I feel the earth shake. The hotel receptionist calls it a tremor. I look at her with sarcasm dripping from every pore. Soon comes a news report that there has just been a 5.6 aftershock. I look at the receptionist with an “I told you so” look.  I am to learn that I have become a human seismograph. I feel every tremor, every aftershock. I feel the slightest movement of the earth!  I am to learn that there were 17 tremors in the first 24 hours but I felt 21. My number is the correct one, I am positive.

I breathe. I am breathing.  Life is good!

A few facts

The epicenter was in Central Chile approximately 100 Kms south of Santiago

It was measured at 8.8 on that famous Richter Scale (Hah! More like 8000 on my scale)

Sadly, approximately 500 died most near the epicenter.

The tsunami warnings were issued but did not turn out to be as devastating as feared.

Massive infrastructure damage of bridges, overpasses and highways. The airport was closed.

It was felt as far away as Buenos Aires and Sao Paula (Poor those engineers fleeing to Brazil). It lasted approximately 3 minutes.  Eternity is three minutes long.  Who knew?
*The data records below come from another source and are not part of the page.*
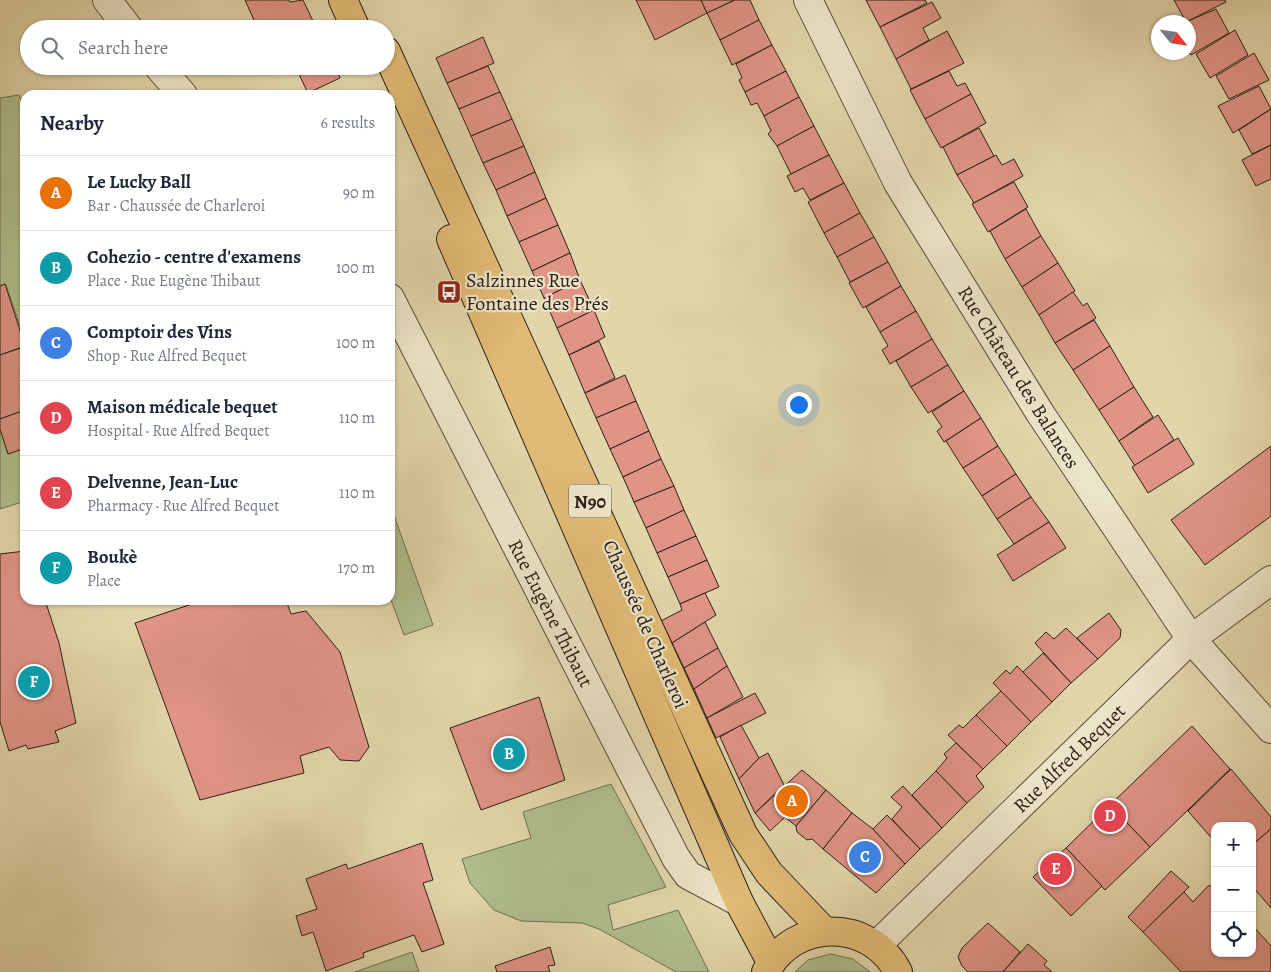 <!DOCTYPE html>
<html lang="en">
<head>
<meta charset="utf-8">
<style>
  body { margin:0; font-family:Alegreya,serif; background:#f6f6f7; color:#1f2937 }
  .controls { position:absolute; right:15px; bottom:15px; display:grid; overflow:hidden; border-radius:10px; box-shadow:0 1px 4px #0004 }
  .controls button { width:45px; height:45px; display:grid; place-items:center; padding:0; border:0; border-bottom:1px solid #e0e1e3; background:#fff; color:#1f2937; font:25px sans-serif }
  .compass { position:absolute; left:1151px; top:15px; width:45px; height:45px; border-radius:50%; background:#fff; box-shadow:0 1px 4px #0004; rotate:120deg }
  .you { position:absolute; left:798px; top:404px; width:18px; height:18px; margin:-12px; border:4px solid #fff; border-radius:50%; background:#1a73e8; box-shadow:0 0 0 8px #1a73e833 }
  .badge { display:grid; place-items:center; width:32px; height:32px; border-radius:50%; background:#2563eb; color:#fff; font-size:16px; font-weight:700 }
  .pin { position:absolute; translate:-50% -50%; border:2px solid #fff; box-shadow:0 1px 5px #0006 }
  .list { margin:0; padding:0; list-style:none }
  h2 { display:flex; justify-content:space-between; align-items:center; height:65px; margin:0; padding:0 20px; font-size:21px }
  h2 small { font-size:16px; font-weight:400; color:#747a83 }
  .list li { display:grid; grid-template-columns:32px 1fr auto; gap:15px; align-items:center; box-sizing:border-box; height:75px; padding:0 20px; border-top:1px solid #e0e1e3 }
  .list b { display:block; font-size:19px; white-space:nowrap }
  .list p { margin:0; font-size:16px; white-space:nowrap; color:#747a83 }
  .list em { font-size:16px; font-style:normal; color:#747a83 }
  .icon { flex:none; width:28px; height:28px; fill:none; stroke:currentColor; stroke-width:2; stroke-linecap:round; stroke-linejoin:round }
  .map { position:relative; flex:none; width:1271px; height:972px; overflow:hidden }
  .search { position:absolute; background:#fff; box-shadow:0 1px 4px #0004; left:20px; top:20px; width:375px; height:55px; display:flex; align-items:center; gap:12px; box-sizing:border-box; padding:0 18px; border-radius:28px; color:#747a83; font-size:19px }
  .panel { position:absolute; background:#fff; box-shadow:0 1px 4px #0004; left:20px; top:90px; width:375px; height:515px; border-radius:15px }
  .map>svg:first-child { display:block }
</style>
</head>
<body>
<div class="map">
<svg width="1271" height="972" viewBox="0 0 1271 972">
  <rect width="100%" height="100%" fill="#e2d5aa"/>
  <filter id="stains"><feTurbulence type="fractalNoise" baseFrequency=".004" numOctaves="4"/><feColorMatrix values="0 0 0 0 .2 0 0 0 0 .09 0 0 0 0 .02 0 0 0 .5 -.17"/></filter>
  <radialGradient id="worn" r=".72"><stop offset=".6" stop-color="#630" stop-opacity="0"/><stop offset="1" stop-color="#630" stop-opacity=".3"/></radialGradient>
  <g fill="#afbe8c" stroke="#6d6f52">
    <path d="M19,95l6,16v230l-19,-56 -6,1v-188z"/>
    <path d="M0,429l8,25 17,-6v53l-25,8z"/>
    <path d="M390,504l43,121 -29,10 -14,-38z"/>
    <path d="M611,784l55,103 -58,18 5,25 65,-20 31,62h-33l-77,-43 -17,-6 -61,-2 -27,-11 -24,-27 -8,-24 69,-21 -8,-26z"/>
    <path d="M412,952l7,20h-64z"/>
    <path d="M830,954l23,5 17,13h-75l13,-12z"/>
  </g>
  <g fill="#e09486" stroke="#2b2017">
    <path d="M245,0h44l1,2 13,-2 10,21 -23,8h-32z"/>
    <path d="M636,0h65l6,13 -52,27z"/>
    <path d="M701,0h34l-28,13z"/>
    <path d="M735,0h15l9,20 -39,20 -13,-27z"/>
    <path d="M866,0h59l2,3 -47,24z"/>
    <path d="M1174,0h51l1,2 -40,20z"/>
    <path d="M932,2l9,16 -18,10 6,12 -33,19 -16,-32z"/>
    <path d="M1216,9l13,24 -38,22 -3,-4v-29h-2z"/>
    <path d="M759,20l13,25 -40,20 -12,-25z"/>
    <path d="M313,21l4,8h-27z"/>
    <path d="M1235,30l13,25 -38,23 -14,-24z"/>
    <path d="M947,31l17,32 -53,26 -15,-30z"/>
    <path d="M483,37l11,26 -47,20 -11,-25z"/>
    <path d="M772,45l14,26 -41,21 -6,-12 3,-2 -6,-14z"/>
    <path d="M1254,53l15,27 -40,19 -13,-23z"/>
    <path d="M295,66h40l5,12 -32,15z"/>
    <path d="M488,66l12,26 -41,17 -12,-26z"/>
    <path d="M786,71l13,26 -35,19 -7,-13 -6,2 -6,-13z"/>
    <path d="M949,71l8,15 8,-3 6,11 -46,25 -15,-29z"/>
    <path d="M1259,86l12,23 -38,24 -15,-27z"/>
    <path d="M500,92l12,27 -41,17 -12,-27z"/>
    <path d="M971,94l15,29 -45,25 -16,-29z"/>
    <path d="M799,97l15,29 -37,20 -9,-12 3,-3 -7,-15z"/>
    <path d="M1271,109v36l-19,9 -13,-24z"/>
    <path d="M512,119l12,27 -41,17 -12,-27z"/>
    <path d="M814,126l15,29 -38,19 -14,-28z"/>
    <path d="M979,128l15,28 -37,19 -14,-28z"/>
    <path d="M1271,145v34l-15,7 -14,-26z"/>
    <path d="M524,146l11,26 -39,18 -13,-27z"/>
    <path d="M829,155l15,28 -34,17 -7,-12 -8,4 -8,-16z"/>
    <path d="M996,155l6,10 12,-6 9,17 -49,27 -17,-28z"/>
    <path d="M535,172l11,26 -39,18 -11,-26z"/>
    <path d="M1014,182l14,25 -40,25 -16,-28z"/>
    <path d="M844,183l16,30 -36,20 -16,-31z"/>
    <path d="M546,198l12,27 -39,17 -12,-26z"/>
    <path d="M1026,209l15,27 -36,23 -15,-28z"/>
    <path d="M860,213l14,24 -37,20 -13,-24z"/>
    <path d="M558,225l12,28 -38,18 -13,-29z"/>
    <path d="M1041,236l17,27 -36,24 -17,-28z"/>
    <path d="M874,237l14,25 -38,20 -13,-25z"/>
    <path d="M570,253l10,27 -36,18 -12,-27z"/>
    <path d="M888,262l13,24 -38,22 -14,-25z"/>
    <path d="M1058,263l17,28 -36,24 -17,-28z"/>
    <path d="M580,280l14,30 -37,18 -13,-30z"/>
    <path d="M5,284l20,62 -25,9v-69z"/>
    <path d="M901,286l15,25 -36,21 -14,-25z"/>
    <path d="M1073,292l10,14 4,-3 9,15 -41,25 -16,-28z"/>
    <path d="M594,310l11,27 -36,18 -12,-27z"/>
    <path d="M916,311l16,28 -42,25 -8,-14 6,-4 -8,-14z"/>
    <path d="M1094,320l16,26 -37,24 -18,-27z"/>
    <path d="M932,339l16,26 -37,22 -15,-26z"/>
    <path d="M599,341l16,37 -30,15 -16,-38z"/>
    <path d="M1110,346l24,41 -35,23 -26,-40z"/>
    <path d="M21,348l4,11v51l-25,9v-64z"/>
    <path d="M948,365l16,26 -36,22 -17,-26z"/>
    <path d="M625,375l11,26 -40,17 -11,-25z"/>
    <path d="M1134,387l19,30 -34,24 -20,-31z"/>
    <path d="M964,391l17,27 -37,24 -7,-11 5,-4 -10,-15z"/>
    <path d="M636,401l13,30 -39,18 -14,-31z"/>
    <path d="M25,410v38l-17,6 -8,-25v-10z"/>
    <path d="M1158,415l16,25 -39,26 -16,-25z"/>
    <path d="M981,418l17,28 -35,22 -17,-27z"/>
    <path d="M649,431l12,28 -38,18 -13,-28z"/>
    <path d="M1178,438l16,26 -46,29 -16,-26z"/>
    <path d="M998,446l18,28 -34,22 -19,-28z"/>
    <path d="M1271,446v70l-66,49 -34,-45z"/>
    <path d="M661,459l13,27 -40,16 -11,-25z"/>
    <path d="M1016,474l15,23 -34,22 -15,-23z"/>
    <path d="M674,486l10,24 -38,18 -12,-26z"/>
    <path d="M1031,497l18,25 -35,22 -17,-25z"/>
    <path d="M684,510l12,26 -39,17 -11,-25z"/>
    <path d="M1049,522l17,26 -53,33 -16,-26z"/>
    <path d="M696,536l11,24 -39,17 -11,-24z"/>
    <path d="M25,551v49h20l14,43 17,80 -21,8 4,11 -31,7 -2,-4 -17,6 -9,-29v-168z"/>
    <path d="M707,560l12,27 -39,17 -12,-27z"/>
    <path d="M705,593l11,22 -44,28 -11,-22 21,-11 -2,-6z"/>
    <path d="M204,600h82l5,14 15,-3 34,41 29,95 -10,14 -19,-1 -11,-13 -29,9 4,17 -104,27 -65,-177z"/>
    <path d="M1109,613l12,17 -1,8 -22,21 -21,-21z"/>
    <path d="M705,622l13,26 -34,20 -12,-25z"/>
    <path d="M1066,628l32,31 -27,24 -36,-40 11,-11 8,7z"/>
    <path d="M718,648l9,18 -33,23 -10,-21z"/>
    <path d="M1043,653l28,30 -19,19 -29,-30z"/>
    <path d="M727,666l16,31 -36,21 -13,-29z"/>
    <path d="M1017,666l35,36 -21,20 -38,-39 13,-13 4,4z"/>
    <path d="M1001,691l30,31 -24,24 -31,-31z"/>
    <path d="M755,693l11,20 -50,25 -9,-20z"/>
    <path d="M539,697l26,83 -84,30 -31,-82z"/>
    <path d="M976,715l31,31 -24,23 -35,-34 11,-10 4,3z"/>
    <path d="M741,725l18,33 -20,21 -19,-42z"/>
    <path d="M1192,726l38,43 -80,78 -40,-42z"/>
    <path d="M956,743l27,26 -7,7 8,11 -17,16 -31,-32 11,-13 -3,-4z"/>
    <path d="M768,753l16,32 -29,28 -16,-34 20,-21z"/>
    <path d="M1231,769l40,48v12l-19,16v-19h-37v16l-27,-31z"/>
    <path d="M802,770l24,20 -30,36 -11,-9 -15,14 -15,-18z"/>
    <path d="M936,771l31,32 -25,25 -30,-33z"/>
    <path d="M903,786l39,42 -22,21 -28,-30 10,-12 -11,-10z"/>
    <path d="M826,790l26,23 -29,36 -11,-10 -5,1 -10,-8 -1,-6z"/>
    <path d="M1110,805l40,42 -45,43 -39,-42z"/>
    <path d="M852,813l21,16 32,35 -29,29 -53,-44z"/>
    <path d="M887,815l33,34 -15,15 -32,-35z"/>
    <path d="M1271,829v79l-19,-22v-41z"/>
    <path d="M422,843l11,37 -10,3 21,61 -22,8 -8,-17 -51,18 1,4 -38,14 -13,-39 -11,4 -6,-20 21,-7 -11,-30 40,-15 2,5z"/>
    <path d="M1066,848l36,38 -31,30 -38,-39z"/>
    <path d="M1171,871l18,16 -46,45 -15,-15z"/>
    <path d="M1208,886h7v67h37v-28l19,21v26h-90l-38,-40 41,-40 9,10z"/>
    <path d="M988,923l32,29 -17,20h-35l-6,-6 -4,-9 4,-9z"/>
    <path d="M1028,944l19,17 -3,4 8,7h-49z"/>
    <path d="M550,947l5,18 -7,1 2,6h-53l-2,-6z"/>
  </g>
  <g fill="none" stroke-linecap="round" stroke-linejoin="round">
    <defs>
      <g id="minor">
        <path d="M107,0l22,29"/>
        <path d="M808,0l90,183 142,230 151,226 80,90"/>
        <path d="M158,66l25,29"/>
        <path d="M390,298l286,560 12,17 51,27"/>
        <path d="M877,945l314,-306 80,-59"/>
      </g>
      <g id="primary">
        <path d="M343,0l13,29"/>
        <path d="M386,51l357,783 26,39 55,58"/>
        <path d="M451,239l288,663 32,60"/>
        <path d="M766,972c27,-54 105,-54 132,0"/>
      </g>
    </defs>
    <use href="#minor" stroke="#594d3c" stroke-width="30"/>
    <use href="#primary" stroke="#2b2017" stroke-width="30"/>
    <use href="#minor" stroke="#ece4c8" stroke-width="28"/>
    <use href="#primary" stroke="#e1ba75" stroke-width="28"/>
  </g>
  <defs>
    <symbol id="bus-square" viewBox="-11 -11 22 22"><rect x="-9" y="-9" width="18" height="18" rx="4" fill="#8f2418" stroke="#ece4c8"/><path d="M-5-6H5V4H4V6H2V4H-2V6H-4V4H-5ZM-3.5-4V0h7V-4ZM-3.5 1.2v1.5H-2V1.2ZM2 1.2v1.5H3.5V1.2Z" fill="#fff"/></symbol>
  </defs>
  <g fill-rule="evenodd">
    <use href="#bus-square" x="435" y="278" width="28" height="28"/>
  </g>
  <g text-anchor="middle" stroke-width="4.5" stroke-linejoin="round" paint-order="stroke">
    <rect fill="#ece4c8" stroke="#655b4c" stroke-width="1" x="569" y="484.5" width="42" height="33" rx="4"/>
    <g font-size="19" font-weight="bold" fill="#2b2017">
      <text x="590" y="508">N90</text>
    </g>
    <g font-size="20" fill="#2b2017" stroke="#ece4c8" text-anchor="start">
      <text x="466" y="287">Salzinnes Rue<tspan x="466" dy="23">Fontaine des Prés</tspan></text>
    </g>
    <g font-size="20" fill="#2b2017" stroke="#ece4c8">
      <text transform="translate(1019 377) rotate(58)" y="7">Rue Château des Balances</text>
      <text transform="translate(551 613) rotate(63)" y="7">Rue Eugène Thibaut</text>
      <text transform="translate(646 624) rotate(66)" y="7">Chaussée de Charleroi</text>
      <text transform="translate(1069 758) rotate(-44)" y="7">Rue Alfred Bequet</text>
    </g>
  </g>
  <rect width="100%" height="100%" filter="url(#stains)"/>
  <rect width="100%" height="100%" fill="url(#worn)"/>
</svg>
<div class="controls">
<button>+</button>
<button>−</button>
<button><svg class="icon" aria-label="locate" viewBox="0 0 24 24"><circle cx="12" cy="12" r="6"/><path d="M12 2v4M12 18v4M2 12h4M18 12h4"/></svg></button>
</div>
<svg class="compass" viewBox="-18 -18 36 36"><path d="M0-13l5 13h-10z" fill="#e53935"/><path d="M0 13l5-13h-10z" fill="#747a83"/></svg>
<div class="you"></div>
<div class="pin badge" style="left:792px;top:801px;background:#e8710a">A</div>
<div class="pin badge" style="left:509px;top:754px;background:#0f9aa8">B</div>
<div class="pin badge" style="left:865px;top:857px;background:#3f7fe0">C</div>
<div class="pin badge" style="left:1110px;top:816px;background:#e0444e">D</div>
<div class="pin badge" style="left:1056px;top:869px;background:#e0444e">E</div>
<div class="pin badge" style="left:34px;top:682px;background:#0f9aa8">F</div>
<div class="search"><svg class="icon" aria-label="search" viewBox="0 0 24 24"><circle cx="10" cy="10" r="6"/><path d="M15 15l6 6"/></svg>Search here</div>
<section class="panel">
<h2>Nearby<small>6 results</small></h2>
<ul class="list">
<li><span class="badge" style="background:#e8710a">A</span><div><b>Le Lucky Ball</b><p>Bar · Chaussée de Charleroi</p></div><em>90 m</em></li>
<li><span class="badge" style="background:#0f9aa8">B</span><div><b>Cohezio - centre d'examens</b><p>Place · Rue Eugène Thibaut</p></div><em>100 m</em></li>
<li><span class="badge" style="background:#3f7fe0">C</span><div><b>Comptoir des Vins</b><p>Shop · Rue Alfred Bequet</p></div><em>100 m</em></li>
<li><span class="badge" style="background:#e0444e">D</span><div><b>Maison médicale bequet</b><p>Hospital · Rue Alfred Bequet</p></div><em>110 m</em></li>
<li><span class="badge" style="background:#e0444e">E</span><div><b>Delvenne, Jean-Luc</b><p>Pharmacy · Rue Alfred Bequet</p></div><em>110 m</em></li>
<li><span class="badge" style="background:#0f9aa8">F</span><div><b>Boukè</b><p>Place</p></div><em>170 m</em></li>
</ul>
</section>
</div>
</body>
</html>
The meander:  I have a great admiration for President Michele Bachelet.  Within half an hour of the earthquake she was helping to staff the Central Emergency Post, calling for calm, being a leader and reassuring her people. Chile has one of the highest anti earthquake building codes in the world. Our friend the engineering expert tried to explain how the buildings are on rollers or some such thing.  Some things you do  not need to know, right?  Oh, yes. In 2011 we spent the winter in Chile again.